Saved data entries:
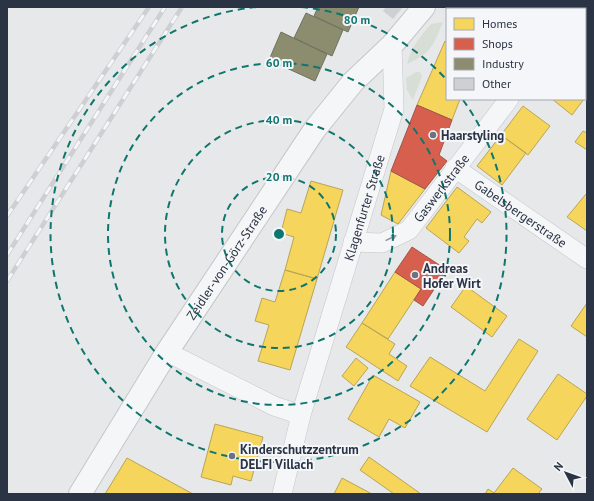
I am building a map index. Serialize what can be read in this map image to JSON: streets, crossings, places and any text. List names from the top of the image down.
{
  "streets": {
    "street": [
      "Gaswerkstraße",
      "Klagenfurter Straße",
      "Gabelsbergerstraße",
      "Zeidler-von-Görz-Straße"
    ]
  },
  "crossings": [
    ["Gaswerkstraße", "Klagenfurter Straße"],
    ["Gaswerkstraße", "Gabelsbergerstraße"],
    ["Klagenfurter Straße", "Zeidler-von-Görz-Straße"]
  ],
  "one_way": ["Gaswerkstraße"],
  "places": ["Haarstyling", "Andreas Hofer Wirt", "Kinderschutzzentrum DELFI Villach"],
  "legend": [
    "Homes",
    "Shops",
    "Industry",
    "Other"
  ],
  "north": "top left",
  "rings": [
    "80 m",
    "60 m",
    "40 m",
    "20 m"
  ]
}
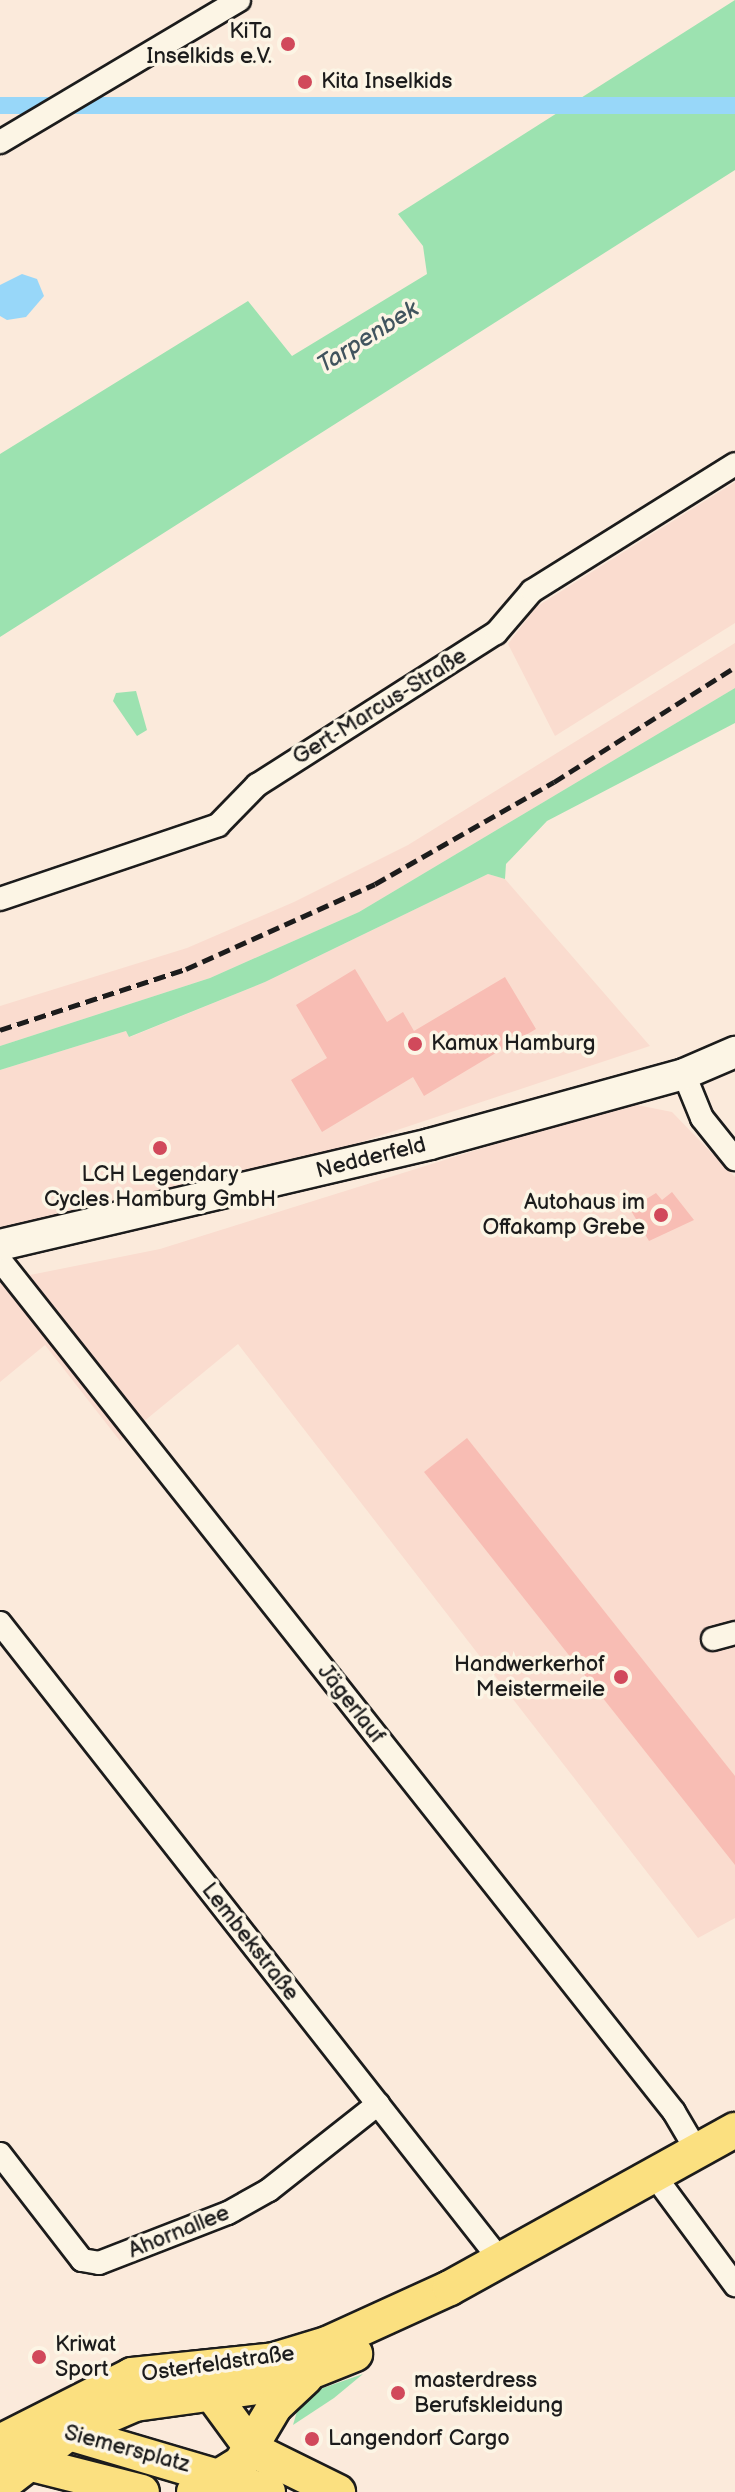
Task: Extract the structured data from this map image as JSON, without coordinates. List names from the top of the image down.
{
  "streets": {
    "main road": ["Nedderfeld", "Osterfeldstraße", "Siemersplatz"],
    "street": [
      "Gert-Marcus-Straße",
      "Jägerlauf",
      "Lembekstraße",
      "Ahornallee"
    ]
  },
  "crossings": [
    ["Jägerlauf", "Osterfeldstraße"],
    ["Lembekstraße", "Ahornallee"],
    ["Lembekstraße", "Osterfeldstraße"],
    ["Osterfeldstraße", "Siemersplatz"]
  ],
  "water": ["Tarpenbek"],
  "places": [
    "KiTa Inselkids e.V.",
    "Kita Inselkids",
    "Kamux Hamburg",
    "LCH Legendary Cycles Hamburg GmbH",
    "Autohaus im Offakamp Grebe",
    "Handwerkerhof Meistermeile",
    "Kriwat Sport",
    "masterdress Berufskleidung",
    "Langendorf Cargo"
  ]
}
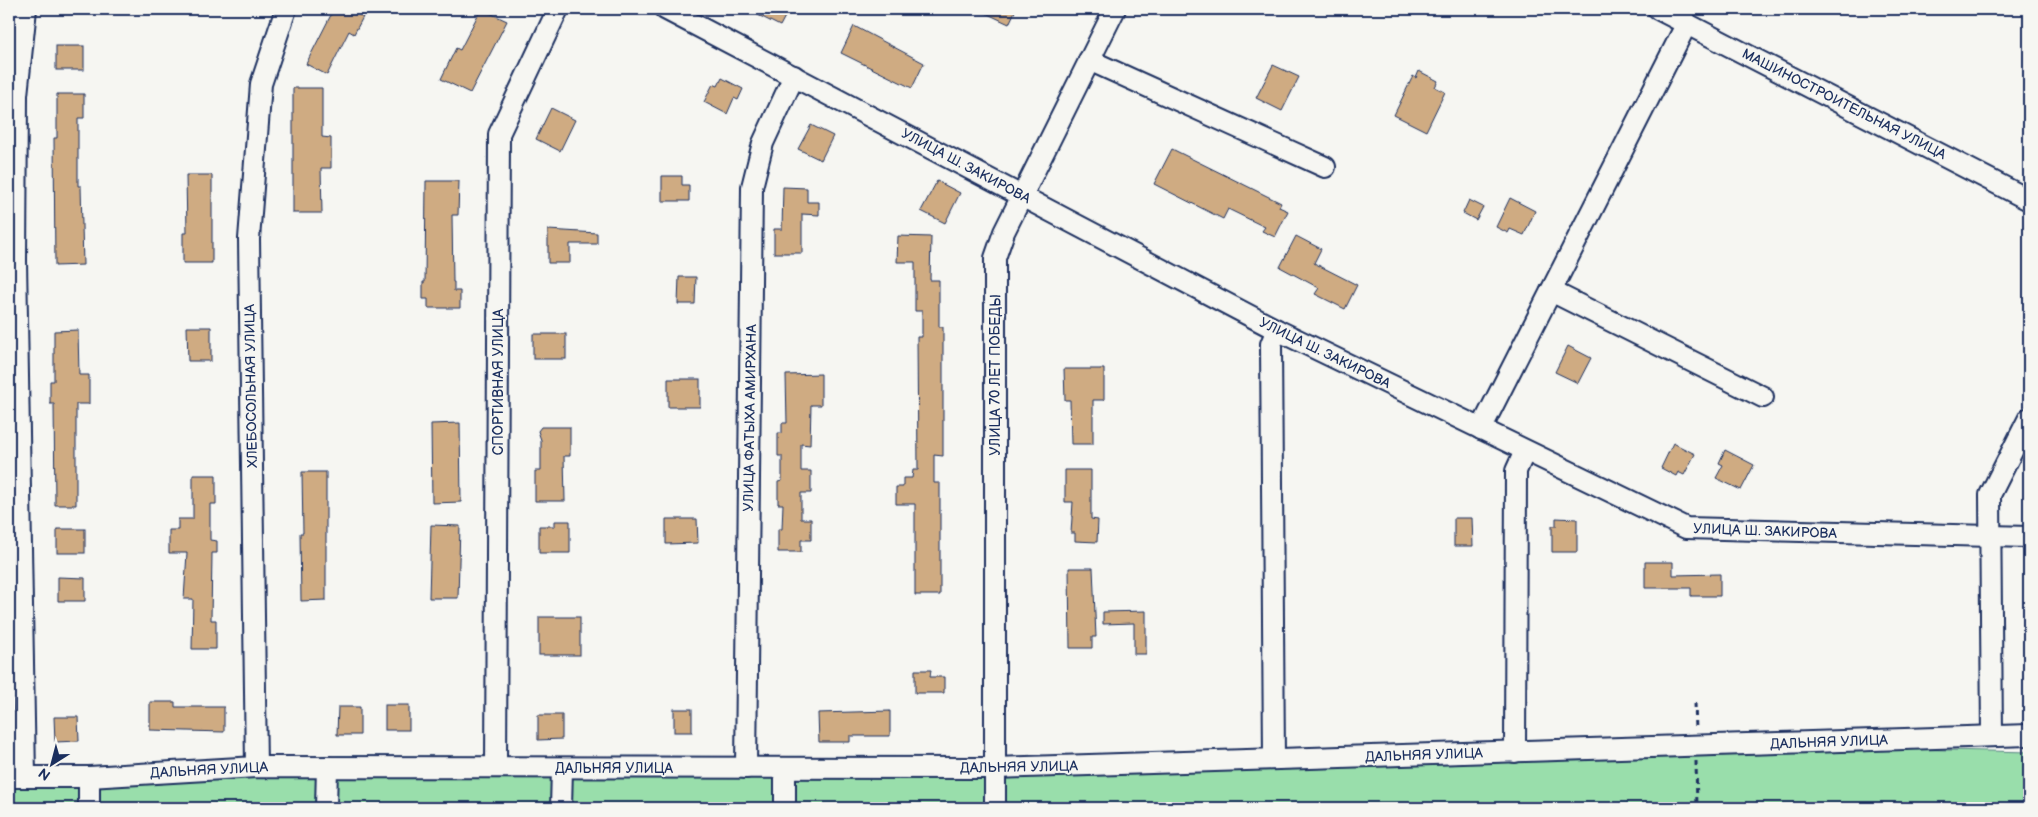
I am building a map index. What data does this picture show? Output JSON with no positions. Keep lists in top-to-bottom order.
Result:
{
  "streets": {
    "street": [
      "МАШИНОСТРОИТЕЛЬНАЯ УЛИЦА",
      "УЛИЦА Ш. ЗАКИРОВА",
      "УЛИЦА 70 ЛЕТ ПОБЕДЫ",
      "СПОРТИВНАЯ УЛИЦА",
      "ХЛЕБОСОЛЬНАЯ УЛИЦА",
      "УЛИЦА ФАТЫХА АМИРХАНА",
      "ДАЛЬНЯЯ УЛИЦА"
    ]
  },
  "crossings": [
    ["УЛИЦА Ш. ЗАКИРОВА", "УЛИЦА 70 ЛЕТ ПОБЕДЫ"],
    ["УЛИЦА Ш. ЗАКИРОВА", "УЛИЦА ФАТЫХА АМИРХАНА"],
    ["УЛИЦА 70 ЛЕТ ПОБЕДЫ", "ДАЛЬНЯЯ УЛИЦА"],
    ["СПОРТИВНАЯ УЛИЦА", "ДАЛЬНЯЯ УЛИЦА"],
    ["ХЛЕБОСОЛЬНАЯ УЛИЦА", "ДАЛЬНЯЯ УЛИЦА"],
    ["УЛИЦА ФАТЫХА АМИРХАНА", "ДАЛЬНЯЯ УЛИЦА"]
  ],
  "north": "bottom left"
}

TASK TO COMPLETE: Pictures aside, retype all of the entries word for word.

SOLVED PROBLEM:
I am building a map index. Serialize what can be read in this map image to JSON: streets, crossings, places and any text. List names from the top of the image down.
{
  "streets": {
    "street": [
      "Gaswerkstraße",
      "Klagenfurter Straße",
      "Gabelsbergerstraße",
      "Zeidler-von-Görz-Straße"
    ]
  },
  "crossings": [
    ["Gaswerkstraße", "Klagenfurter Straße"],
    ["Gaswerkstraße", "Gabelsbergerstraße"],
    ["Klagenfurter Straße", "Zeidler-von-Görz-Straße"]
  ],
  "one_way": ["Gaswerkstraße"],
  "places": ["Haarstyling", "Andreas Hofer Wirt", "Kinderschutzzentrum DELFI Villach"],
  "legend": [
    "Homes",
    "Shops",
    "Industry",
    "Other"
  ],
  "north": "top left",
  "rings": [
    "80 m",
    "60 m",
    "40 m",
    "20 m"
  ]
}
Task: Extract the structured data from this map image as JSON, without coordinates. List names from the top of the image down.
{
  "streets": {
    "main road": ["Nedderfeld", "Osterfeldstraße", "Siemersplatz"],
    "street": [
      "Gert-Marcus-Straße",
      "Jägerlauf",
      "Lembekstraße",
      "Ahornallee"
    ]
  },
  "crossings": [
    ["Jägerlauf", "Osterfeldstraße"],
    ["Lembekstraße", "Ahornallee"],
    ["Lembekstraße", "Osterfeldstraße"],
    ["Osterfeldstraße", "Siemersplatz"]
  ],
  "water": ["Tarpenbek"],
  "places": [
    "KiTa Inselkids e.V.",
    "Kita Inselkids",
    "Kamux Hamburg",
    "LCH Legendary Cycles Hamburg GmbH",
    "Autohaus im Offakamp Grebe",
    "Handwerkerhof Meistermeile",
    "Kriwat Sport",
    "masterdress Berufskleidung",
    "Langendorf Cargo"
  ]
}
I am building a map index. What data does this picture show? Output JSON with no positions. Keep lists in top-to-bottom order.
Result:
{
  "streets": {
    "street": [
      "МАШИНОСТРОИТЕЛЬНАЯ УЛИЦА",
      "УЛИЦА Ш. ЗАКИРОВА",
      "УЛИЦА 70 ЛЕТ ПОБЕДЫ",
      "СПОРТИВНАЯ УЛИЦА",
      "ХЛЕБОСОЛЬНАЯ УЛИЦА",
      "УЛИЦА ФАТЫХА АМИРХАНА",
      "ДАЛЬНЯЯ УЛИЦА"
    ]
  },
  "crossings": [
    ["УЛИЦА Ш. ЗАКИРОВА", "УЛИЦА 70 ЛЕТ ПОБЕДЫ"],
    ["УЛИЦА Ш. ЗАКИРОВА", "УЛИЦА ФАТЫХА АМИРХАНА"],
    ["УЛИЦА 70 ЛЕТ ПОБЕДЫ", "ДАЛЬНЯЯ УЛИЦА"],
    ["СПОРТИВНАЯ УЛИЦА", "ДАЛЬНЯЯ УЛИЦА"],
    ["ХЛЕБОСОЛЬНАЯ УЛИЦА", "ДАЛЬНЯЯ УЛИЦА"],
    ["УЛИЦА ФАТЫХА АМИРХАНА", "ДАЛЬНЯЯ УЛИЦА"]
  ],
  "north": "bottom left"
}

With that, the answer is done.